# WORK INSTRUCTIONS
Below are records to be copied exactly; their pictures are to be omitted.

Entries taken from a collection:
════════════════

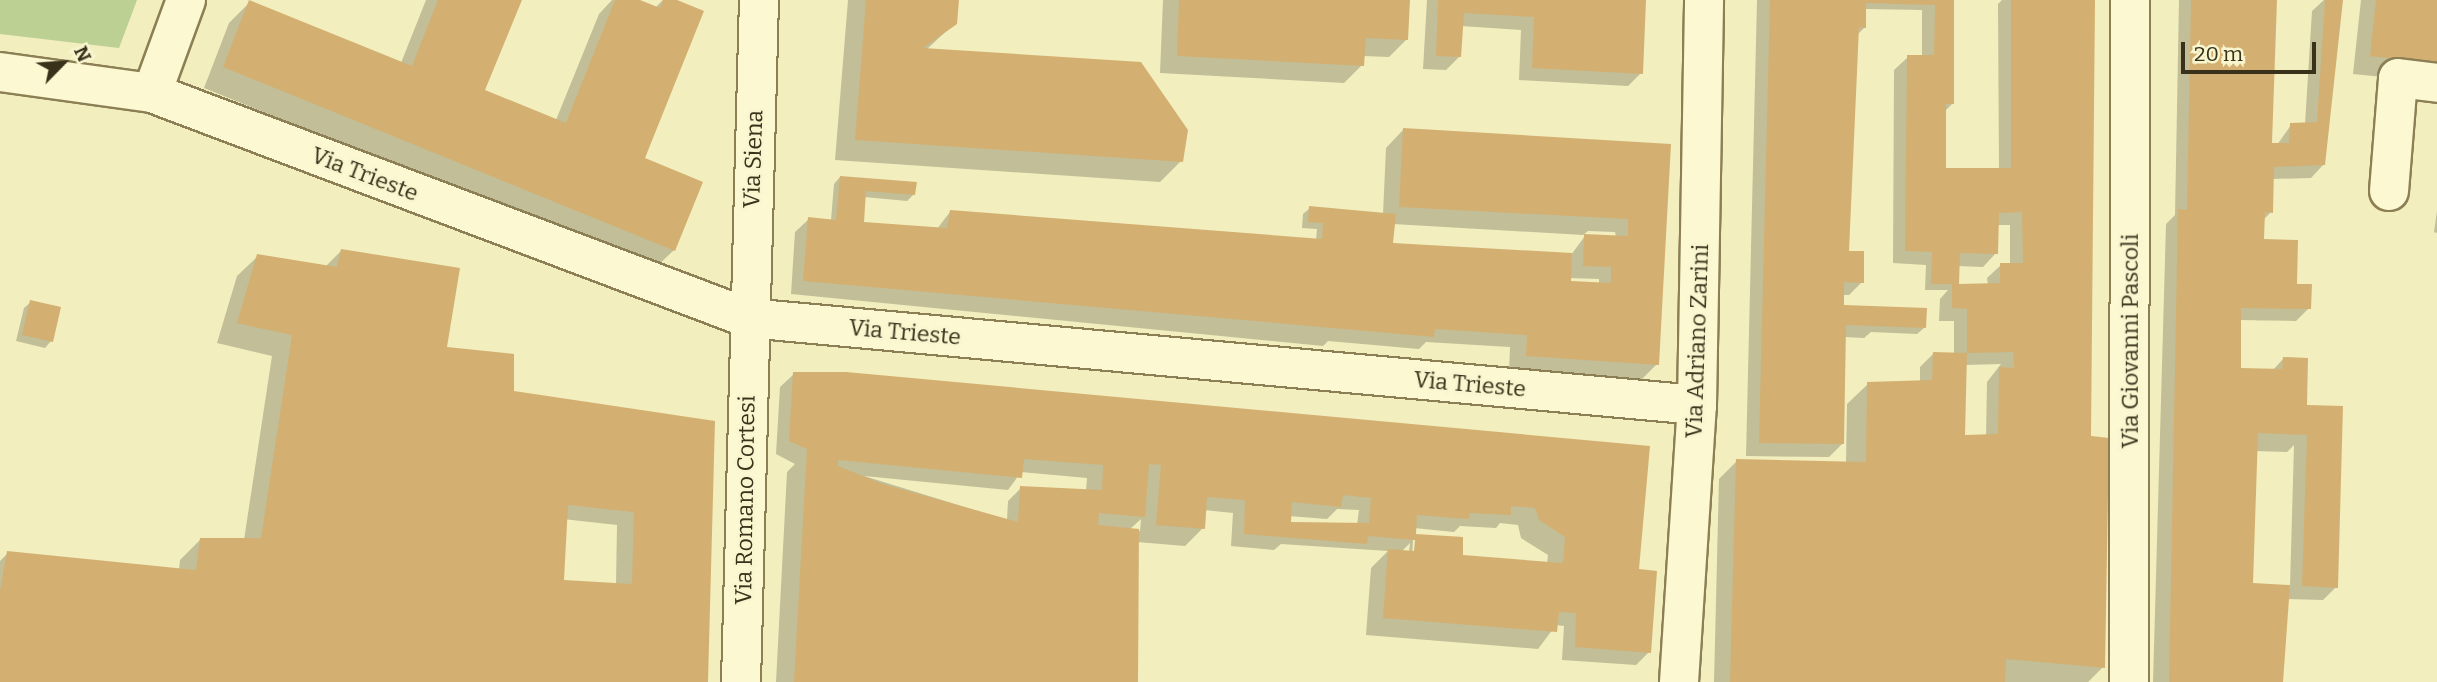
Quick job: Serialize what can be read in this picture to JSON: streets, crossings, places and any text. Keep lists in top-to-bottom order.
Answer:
{
  "streets": {
    "street": [
      "Via Siena",
      "Via Trieste",
      "Via Adriano Zarini",
      "Via Giovanni Pascoli",
      "Via Romano Cortesi"
    ]
  },
  "crossings": [
    ["Via Siena", "Via Trieste"],
    ["Via Siena", "Via Romano Cortesi"],
    ["Via Trieste", "Via Adriano Zarini"],
    ["Via Trieste", "Via Romano Cortesi"]
  ],
  "scale_bar": "20 m",
  "north": "top right"
}
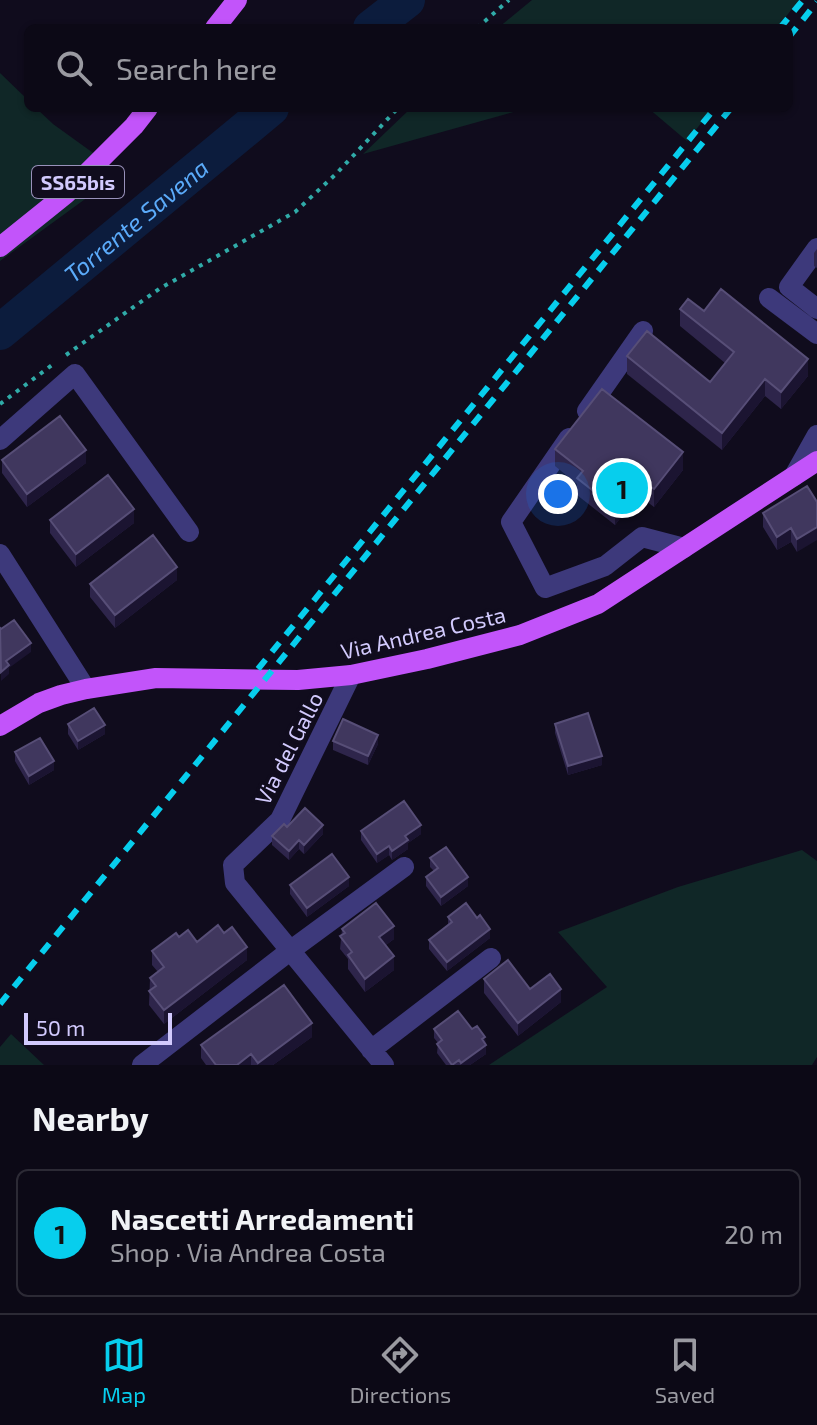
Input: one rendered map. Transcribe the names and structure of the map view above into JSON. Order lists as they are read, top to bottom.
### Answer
{
  "streets": {
    "main road": ["SS65bis", "Via Andrea Costa"],
    "street": ["Via del Gallo"]
  },
  "crossings": [
    ["Via Andrea Costa", "Via del Gallo"]
  ],
  "water": ["Torrente Savena"],
  "scale_bar": "50 m",
  "page": {
    "search": "Search here",
    "pins": "1",
    "scale": "50 m",
    "heading": "Nearby",
    "list": [
      {
        "mark": "1",
        "name": "Nascetti Arredamenti",
        "note": "Shop · Via Andrea Costa",
        "value": "20 m"
      }
    ],
    "nav": ["Map", "Directions", "Saved"]
  }
}
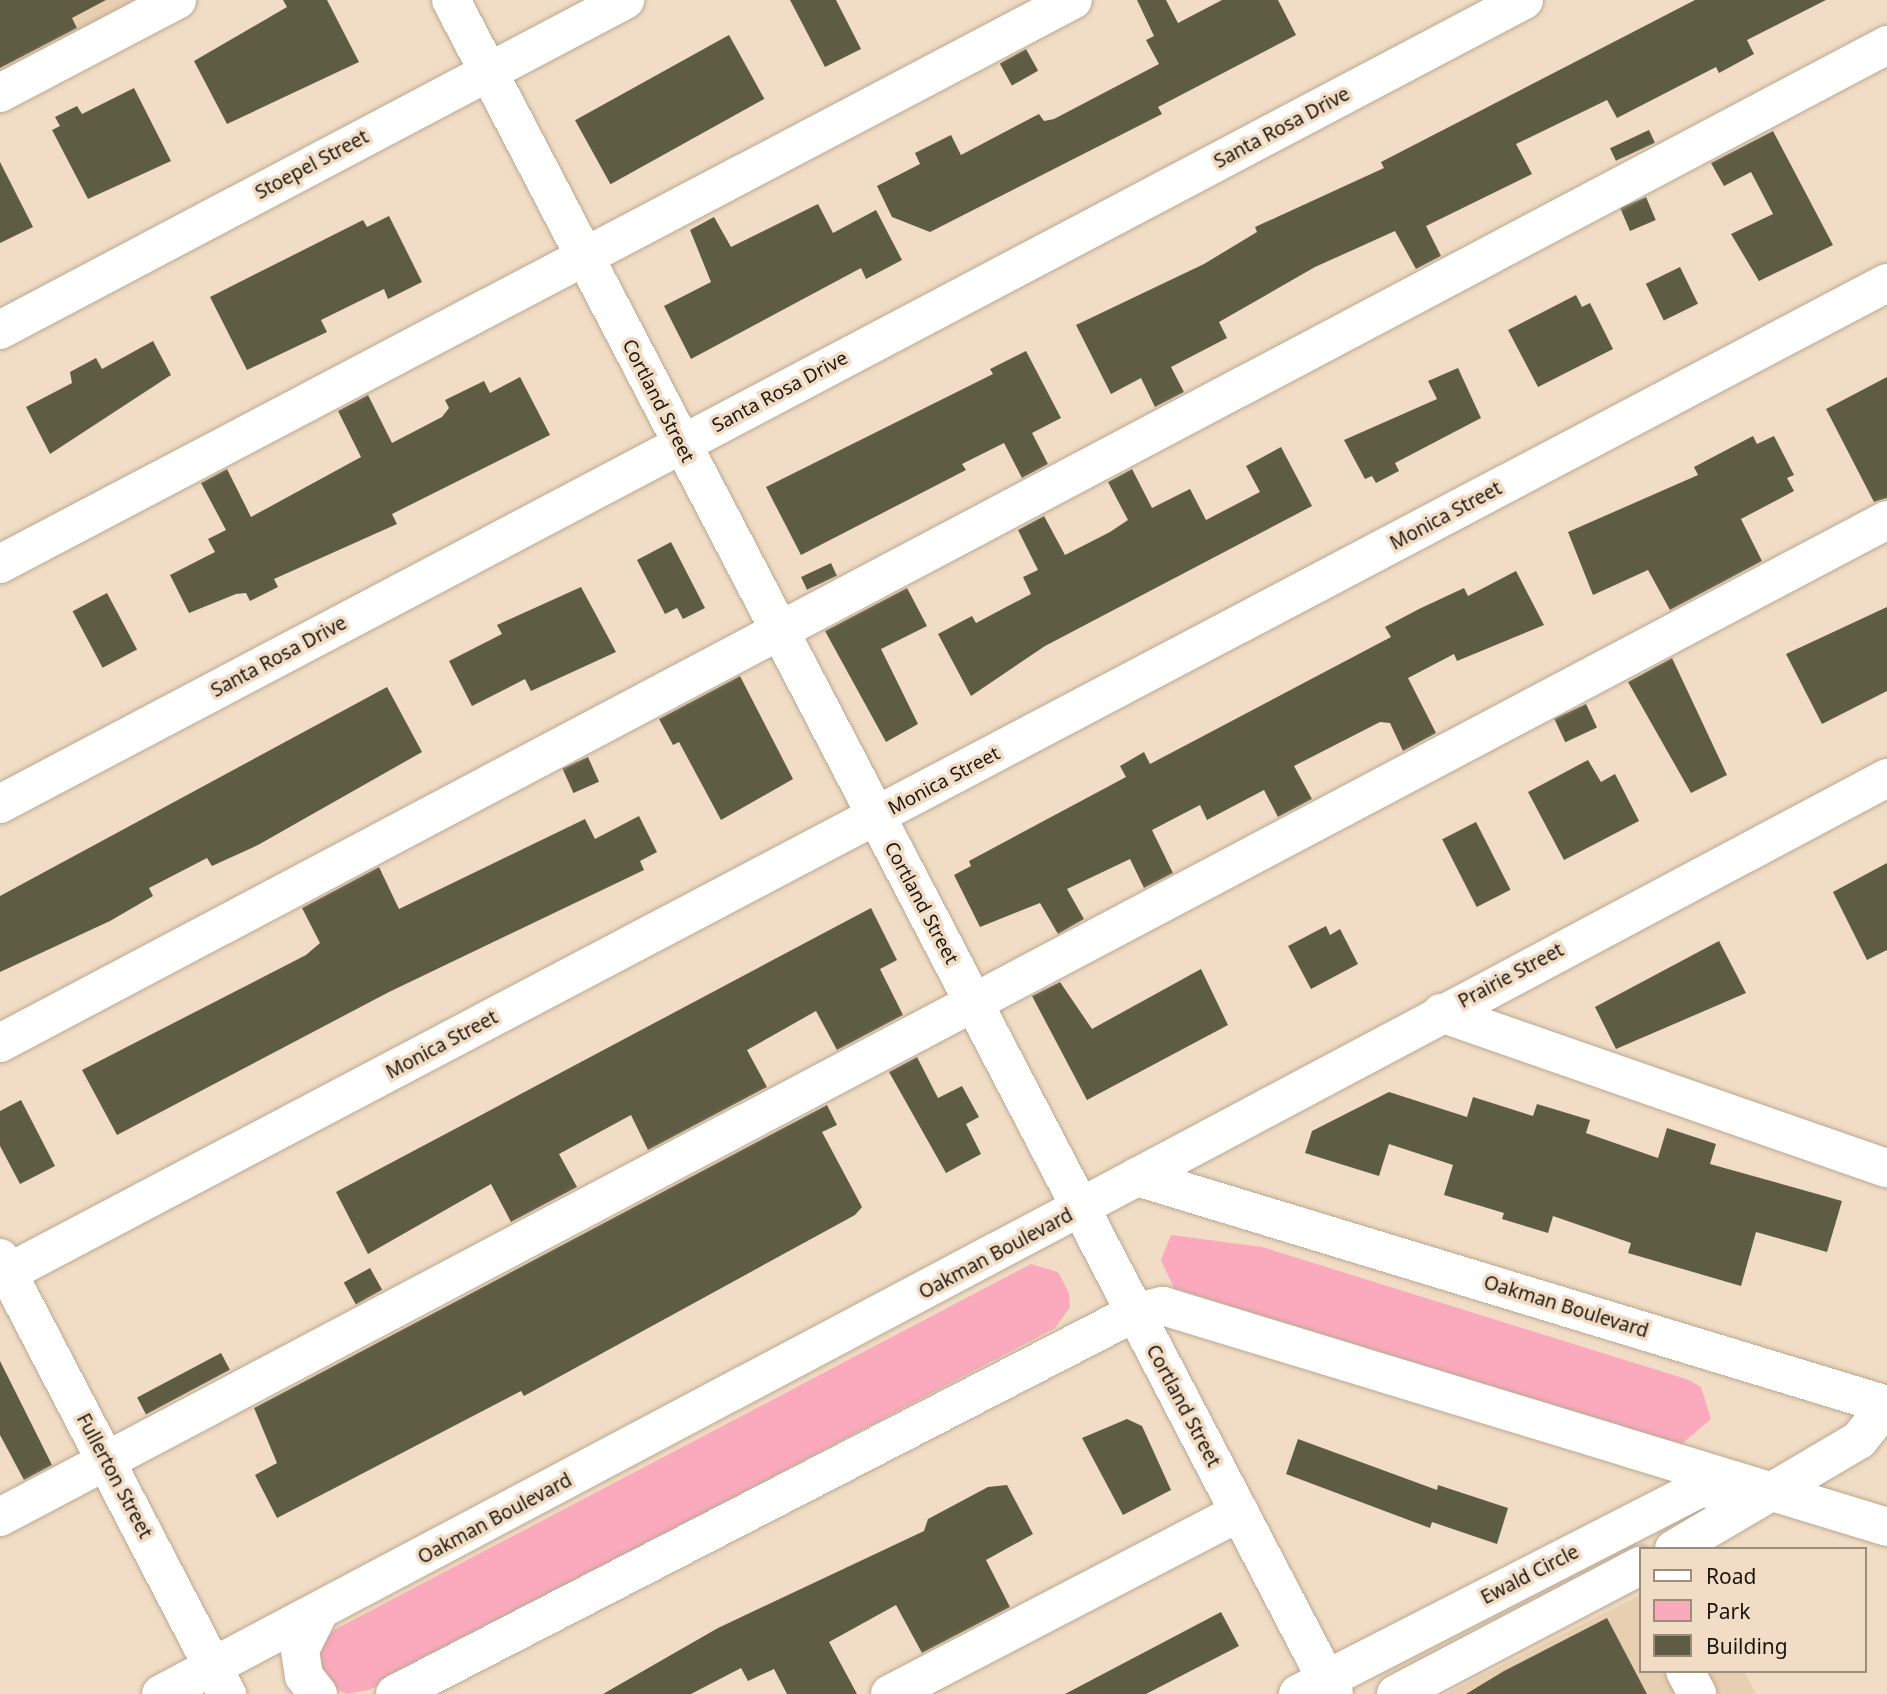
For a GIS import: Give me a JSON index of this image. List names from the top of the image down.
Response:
{
  "streets": {
    "street": [
      "Santa Rosa Drive",
      "Stoepel Street",
      "Cortland Street",
      "Monica Street",
      "Prairie Street",
      "Oakman Boulevard",
      "Fullerton Street",
      "Ewald Circle"
    ]
  },
  "crossings": [
    ["Santa Rosa Drive", "Cortland Street"],
    ["Stoepel Street", "Cortland Street"],
    ["Cortland Street", "Monica Street"],
    ["Cortland Street", "Oakman Boulevard"],
    ["Cortland Street", "Ewald Circle"],
    ["Monica Street", "Fullerton Street"],
    ["Prairie Street", "Oakman Boulevard"],
    ["Oakman Boulevard", "Fullerton Street"],
    ["Oakman Boulevard", "Ewald Circle"]
  ],
  "legend": ["Road", "Park", "Building"]
}
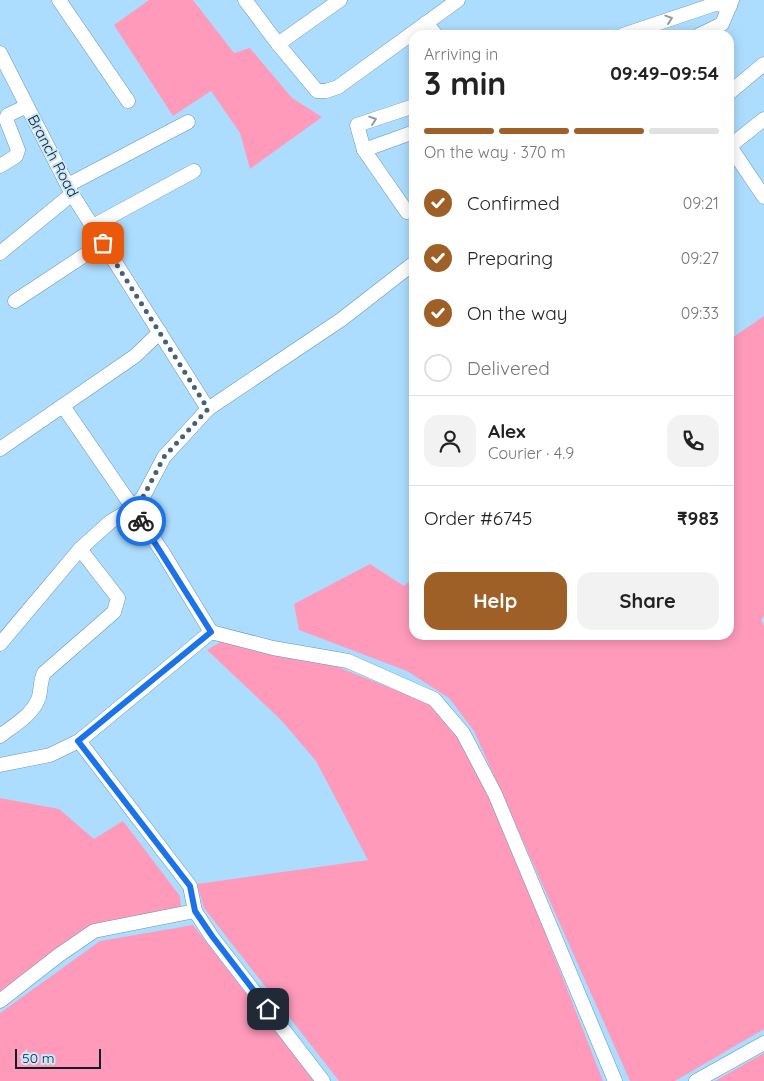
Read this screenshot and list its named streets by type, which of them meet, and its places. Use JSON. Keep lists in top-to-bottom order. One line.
{"streets":{"street":["Branch Road"]},"scale_bar":"50 m","page":{"heading":["3 min","Arriving in","09:49–09:54"],"panel":["Alex","Courier · 4.9","Order #6745","₹983"],"bar":"On the way · 370 m","list":[["Confirmed","09:21"],["Preparing","09:27"],["On the way","09:33"],"Delivered"],"buttons":["Help","Share"],"scale":"50 m"}}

════════════════

# RESULT OF THE EXERCISE
Quick job: Serialize what can be read in this picture to JSON: streets, crossings, places and any text. Keep lists in top-to-bottom order.
Answer:
{
  "streets": {
    "street": [
      "Via Siena",
      "Via Trieste",
      "Via Adriano Zarini",
      "Via Giovanni Pascoli",
      "Via Romano Cortesi"
    ]
  },
  "crossings": [
    ["Via Siena", "Via Trieste"],
    ["Via Siena", "Via Romano Cortesi"],
    ["Via Trieste", "Via Adriano Zarini"],
    ["Via Trieste", "Via Romano Cortesi"]
  ],
  "scale_bar": "20 m",
  "north": "top right"
}
Input: one rendered map. Transcribe the names and structure of the map view above into JSON. Order lists as they are read, top to bottom.
### Answer
{
  "streets": {
    "main road": ["SS65bis", "Via Andrea Costa"],
    "street": ["Via del Gallo"]
  },
  "crossings": [
    ["Via Andrea Costa", "Via del Gallo"]
  ],
  "water": ["Torrente Savena"],
  "scale_bar": "50 m",
  "page": {
    "search": "Search here",
    "pins": "1",
    "scale": "50 m",
    "heading": "Nearby",
    "list": [
      {
        "mark": "1",
        "name": "Nascetti Arredamenti",
        "note": "Shop · Via Andrea Costa",
        "value": "20 m"
      }
    ],
    "nav": ["Map", "Directions", "Saved"]
  }
}
For a GIS import: Give me a JSON index of this image. List names from the top of the image down.
Response:
{
  "streets": {
    "street": [
      "Santa Rosa Drive",
      "Stoepel Street",
      "Cortland Street",
      "Monica Street",
      "Prairie Street",
      "Oakman Boulevard",
      "Fullerton Street",
      "Ewald Circle"
    ]
  },
  "crossings": [
    ["Santa Rosa Drive", "Cortland Street"],
    ["Stoepel Street", "Cortland Street"],
    ["Cortland Street", "Monica Street"],
    ["Cortland Street", "Oakman Boulevard"],
    ["Cortland Street", "Ewald Circle"],
    ["Monica Street", "Fullerton Street"],
    ["Prairie Street", "Oakman Boulevard"],
    ["Oakman Boulevard", "Fullerton Street"],
    ["Oakman Boulevard", "Ewald Circle"]
  ],
  "legend": ["Road", "Park", "Building"]
}
Read this screenshot and list its named streets by type, which of them meet, and its places. Use JSON. Keep lists in top-to-bottom order. One line.
{"streets":{"street":["Branch Road"]},"scale_bar":"50 m","page":{"heading":["3 min","Arriving in","09:49–09:54"],"panel":["Alex","Courier · 4.9","Order #6745","₹983"],"bar":"On the way · 370 m","list":[["Confirmed","09:21"],["Preparing","09:27"],["On the way","09:33"],"Delivered"],"buttons":["Help","Share"],"scale":"50 m"}}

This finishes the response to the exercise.